Las críticas, en rasgos generales, tienden a ser positivas y mencionan temas recurrentes en la novela como son el suicidio, la maternidad, la familia o el sexo. Una de las críticas más duras llega de la mano de Elizabeth Duval en la revista Ctxt. La crítica es tenaz, directa, sin embudos. En general parece no gustarle, y una de las cosas que menos le gusta es justamente la manera que tiene la autora de hablar de sexo, más específicamente, de sexo lésbico.
Duval considera que la mirada de Baltasar es masculina y conservadora. Arremete contra el sexo de Permagel categorizándolo de machista. Un conjunto de descripciones que, nos dice, pilla desprevenidas a unas lectoras «pequeñoburguesas fácilmente escandalizables». Lo único que difiere de los discursos heteronormativos es, a su parecer, que las protagonistas son mujeres. Según ella, el enfoque de Baltasar no aporta nada nuevo. No queda demasiado satisfecha con la parte en la que la protagonista espeta que «si fuera un macho», «habría preñado» a una de sus amantes, o el pasaje en el que describe un clítoris «triplicado» en tamaño como un «micropene altivo». A Duval tampoco parece convencerle la segunda entrega de este tríptico, Boulder (2021), que ha concluido este 2022 con el tercer libro, Mamut.
En una de las presentaciones de la traducción inglesa, publicada por And Other Stories de la mano de Julia Sanches, se le preguntó a la autora sobre su trato de la sexualidad y el deseo haciendo referencia a la crítica de Duval. Parece ser que Baltasar no lee críticas, o eso fue lo que contestó. Lícito. Se quita uno de más de un problema, aunque es una pena no poder asistir a un tête-à-tête epistolar Baltasar-Duval.
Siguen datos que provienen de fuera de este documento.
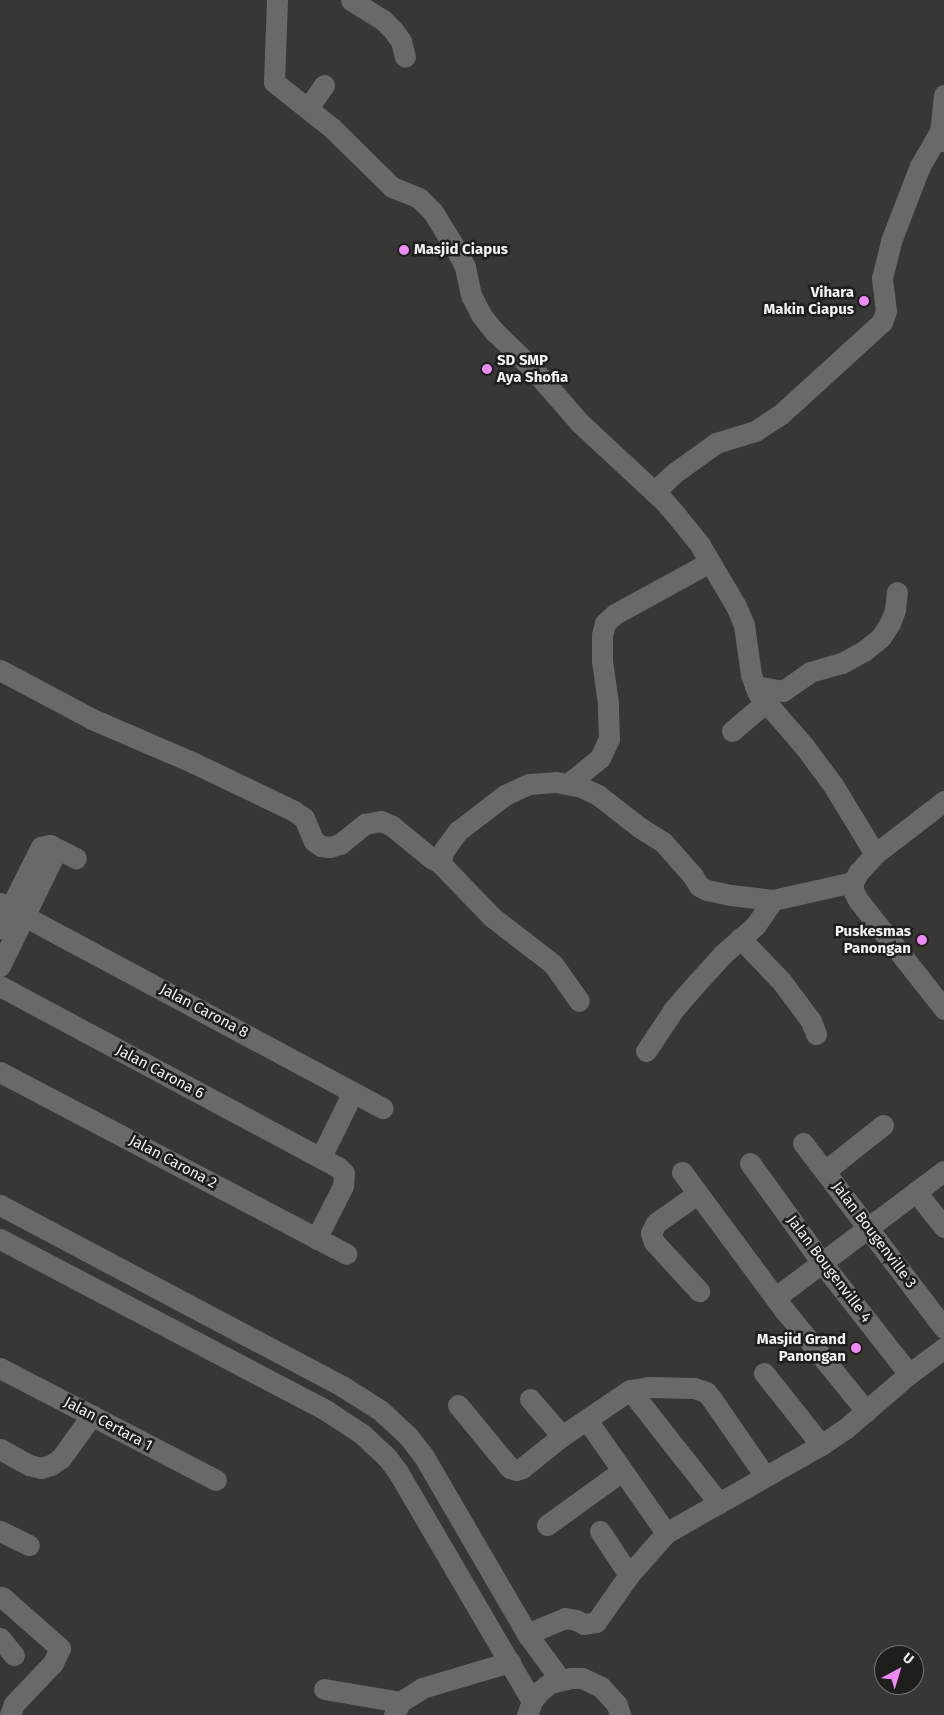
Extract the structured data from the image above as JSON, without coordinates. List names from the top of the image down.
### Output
{
  "streets": {
    "street": [
      "Jalan Carona 8",
      "Jalan Carona 6",
      "Jalan Carona 2",
      "Jalan Bougenville 3",
      "Jalan Bougenville 4",
      "Jalan Certara 1"
    ]
  },
  "crossings": [
    ["Jalan Carona 6", "Jalan Carona 2"]
  ],
  "places": [
    "Masjid Ciapus",
    "Vihara Makin Ciapus",
    "SD SMP Aya Shofia",
    "Puskesmas Panongan",
    "Masjid Grand Panongan"
  ],
  "north": "top right"
}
La verdad es que, de entrada, este imaginario metafórico que Baltasar construye en sus descripciones del deseo ha gustado a gran parte del público. Sin embargo, después de leer la crítica de Duval surgen algunos interrogantes, había parte de razón en sus palabras: Baltasar hace uso de un discurso masculino para referirse a escenas sexuales de gran efervescencia a pesar de hablar de relaciones entre mujeres. Básicamente, el sexo lésbico más salvaje, la exageración sensorial de los afectos y del deseo, se describen en clave masculina. De hecho, en Mamut, el libro que pone punto final al tríptico, se narran encuentros heterosexuales, descritos de una manera muy diferente, sobre todo teniendo en cuenta que su protagonista es una mujer que desea a otras mujeres. ¿Utiliza Baltasar un discurso tan masculino? Es necesario acercarse a la imagen literaria que usa Baltasar alrededor del deseo —sobre todo a través de la mirada de Duval—, para analizar la representación del sexo en la obra.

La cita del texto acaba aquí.